# R/varImp.R In caret: Classification and Regression Training

#### Documented in varImp.avNNetvarImp.bagEarthvarImp.bagFDAvarImp.C5.0varImp.classbaggvarImp.cubistvarImp.dsavarImp.earthvarImp.fdavarImp.gamvarImp.GamvarImp.gbmvarImp.glmvarImp.glmnetvarImp.JRipvarImp.lmvarImp.multinomvarImp.mvrvarImp.nnetvarImp.pamrtrainedvarImp.PARTvarImp.plsdavarImp.randomForestvarImp.RandomForestvarImp.regbaggvarImp.rpartvarImp.RRF

#' Calculation of variable importance for regression and classification models
#'
#' A generic method for calculating variable importance for objects produced by
#' \code{train} and method specific methods
#'
#' For models that do not have corresponding \code{varImp} methods, see
#' \code{\link{filterVarImp}}.
#'
#' Otherwise:
#'
#' \bold{Linear Models}: the absolute value of the t-statistic for each model
#' parameter is used.
#'
#' \bold{\code{glmboost}} and \bold{\code{glmnet}}: the absolute value of the coefficients
#' corresponding the the tuned model are used.
#'
#' \bold{Random Forest}: \code{varImp.randomForest} and
#' \code{varImp.RandomForest} are wrappers around the importance functions from
#' the \pkg{randomForest} and \pkg{party} packages, respectively.
#'
#' \bold{Partial Least Squares}: the variable importance measure here is based
#' on weighted sums of the absolute regression coefficients.
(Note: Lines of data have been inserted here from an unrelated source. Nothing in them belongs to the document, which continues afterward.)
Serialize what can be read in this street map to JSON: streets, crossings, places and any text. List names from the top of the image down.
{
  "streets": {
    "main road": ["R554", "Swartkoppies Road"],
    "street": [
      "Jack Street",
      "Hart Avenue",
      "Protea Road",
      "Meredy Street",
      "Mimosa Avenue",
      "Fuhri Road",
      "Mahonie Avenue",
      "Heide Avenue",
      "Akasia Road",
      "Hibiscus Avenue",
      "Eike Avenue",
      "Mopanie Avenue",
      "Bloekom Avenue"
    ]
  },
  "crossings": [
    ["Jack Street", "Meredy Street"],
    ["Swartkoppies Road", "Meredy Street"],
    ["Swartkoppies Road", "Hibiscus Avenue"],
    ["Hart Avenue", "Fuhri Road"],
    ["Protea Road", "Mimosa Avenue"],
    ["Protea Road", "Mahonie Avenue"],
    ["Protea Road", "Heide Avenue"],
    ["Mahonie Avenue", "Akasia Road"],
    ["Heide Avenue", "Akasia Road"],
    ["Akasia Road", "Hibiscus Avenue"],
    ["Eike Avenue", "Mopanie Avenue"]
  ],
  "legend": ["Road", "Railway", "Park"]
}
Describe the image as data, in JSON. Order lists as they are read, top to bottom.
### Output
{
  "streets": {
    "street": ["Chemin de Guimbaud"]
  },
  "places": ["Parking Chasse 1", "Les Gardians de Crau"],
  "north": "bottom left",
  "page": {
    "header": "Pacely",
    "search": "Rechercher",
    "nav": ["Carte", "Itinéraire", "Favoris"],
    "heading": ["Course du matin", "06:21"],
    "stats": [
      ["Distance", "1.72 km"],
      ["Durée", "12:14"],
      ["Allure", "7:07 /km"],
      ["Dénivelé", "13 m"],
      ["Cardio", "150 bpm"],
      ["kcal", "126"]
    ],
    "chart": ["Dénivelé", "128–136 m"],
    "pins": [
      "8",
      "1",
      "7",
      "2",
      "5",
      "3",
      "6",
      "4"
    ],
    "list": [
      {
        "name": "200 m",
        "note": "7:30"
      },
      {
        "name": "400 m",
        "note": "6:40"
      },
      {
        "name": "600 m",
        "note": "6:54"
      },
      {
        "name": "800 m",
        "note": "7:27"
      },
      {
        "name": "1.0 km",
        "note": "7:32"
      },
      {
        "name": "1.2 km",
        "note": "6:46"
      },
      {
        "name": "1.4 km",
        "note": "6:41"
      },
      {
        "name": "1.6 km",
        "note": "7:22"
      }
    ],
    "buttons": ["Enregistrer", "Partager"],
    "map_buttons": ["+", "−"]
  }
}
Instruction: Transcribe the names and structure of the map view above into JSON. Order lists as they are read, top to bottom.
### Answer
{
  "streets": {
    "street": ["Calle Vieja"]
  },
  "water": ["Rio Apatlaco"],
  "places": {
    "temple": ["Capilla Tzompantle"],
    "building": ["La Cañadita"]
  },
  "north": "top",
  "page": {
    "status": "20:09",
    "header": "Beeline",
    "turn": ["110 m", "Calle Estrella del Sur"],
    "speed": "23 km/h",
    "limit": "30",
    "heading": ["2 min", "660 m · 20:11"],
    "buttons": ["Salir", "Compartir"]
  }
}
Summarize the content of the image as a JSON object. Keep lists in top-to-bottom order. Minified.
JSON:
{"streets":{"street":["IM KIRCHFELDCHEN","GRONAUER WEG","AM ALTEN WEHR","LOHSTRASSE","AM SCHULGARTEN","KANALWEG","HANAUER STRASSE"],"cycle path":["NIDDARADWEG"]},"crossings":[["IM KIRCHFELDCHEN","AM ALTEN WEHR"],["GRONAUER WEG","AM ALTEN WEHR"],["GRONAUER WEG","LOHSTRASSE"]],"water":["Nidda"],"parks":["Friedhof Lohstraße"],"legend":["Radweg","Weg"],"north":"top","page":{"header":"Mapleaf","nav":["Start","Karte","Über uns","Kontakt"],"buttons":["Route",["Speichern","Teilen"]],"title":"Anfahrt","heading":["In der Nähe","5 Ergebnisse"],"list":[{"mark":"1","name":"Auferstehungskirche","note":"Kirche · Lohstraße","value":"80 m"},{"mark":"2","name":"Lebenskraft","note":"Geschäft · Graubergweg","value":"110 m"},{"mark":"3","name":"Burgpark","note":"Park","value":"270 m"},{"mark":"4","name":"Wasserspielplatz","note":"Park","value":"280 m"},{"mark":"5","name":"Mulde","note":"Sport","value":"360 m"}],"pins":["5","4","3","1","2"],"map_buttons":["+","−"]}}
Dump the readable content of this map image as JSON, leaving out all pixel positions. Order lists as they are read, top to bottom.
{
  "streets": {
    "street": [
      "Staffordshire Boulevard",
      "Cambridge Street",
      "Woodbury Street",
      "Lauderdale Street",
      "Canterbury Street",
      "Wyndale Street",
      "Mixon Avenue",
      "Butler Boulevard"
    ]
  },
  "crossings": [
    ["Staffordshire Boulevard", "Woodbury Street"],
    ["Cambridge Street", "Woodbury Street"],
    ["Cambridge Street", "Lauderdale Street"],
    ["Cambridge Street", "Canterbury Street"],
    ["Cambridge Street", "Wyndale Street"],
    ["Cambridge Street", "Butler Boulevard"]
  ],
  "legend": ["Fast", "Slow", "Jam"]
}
The weights are a
#' function of the reduction of the sums of squares across the number of PLS
#' components and are computed separately for each outcome. Therefore, the
#' contribution of the coefficients are weighted proportionally to the
#' reduction in the sums of squares.
#'
#' \bold{Recursive Partitioning}: The reduction in the loss function (e.g. mean
#' squared error) attributed to each variable at each split is tabulated and
#' the sum is returned. Also, since there may be candidate variables that are
#' important but are not used in a split, the top competing variables are also
#' tabulated at each split. This can be turned off using the \code{maxcompete}
#' argument in \code{rpart.control}. This method does not currently provide
#' class-specific measures of importance when the response is a factor.
#'
#' \bold{Bagged Trees}: The same methodology as a single tree is applied to all
#' bootstrapped trees and the total importance is returned
#'
#' \bold{Boosted Trees}: \code{varImp.gbm} is a wrapper around the function
#' from that package (see the \pkg{gbm} package vignette)
#'
#' \bold{ Multivariate Adaptive Regression Splines}: MARS models include a
#' backwards elimination feature selection routine that looks at reductions in
#' the generalized cross-validation (GCV) estimate of error. The \code{varImp}
#' function tracks the changes in model statistics, such as the GCV, for each
#' predictor and accumulates the reduction in the statistic when each
#' predictor's feature is added to the model. This total reduction is used as
#' the variable importance measure. If a predictor was never used in any of the
#' MARS basis functions in the final model (after pruning), it has an
#' importance value of zero. Prior to June 2008, the package used an internal
#' function for these calculations. Currently, the \code{varImp} is a wrapper
#' to the \code{\link[earth]{evimp}} function in the \code{earth} package.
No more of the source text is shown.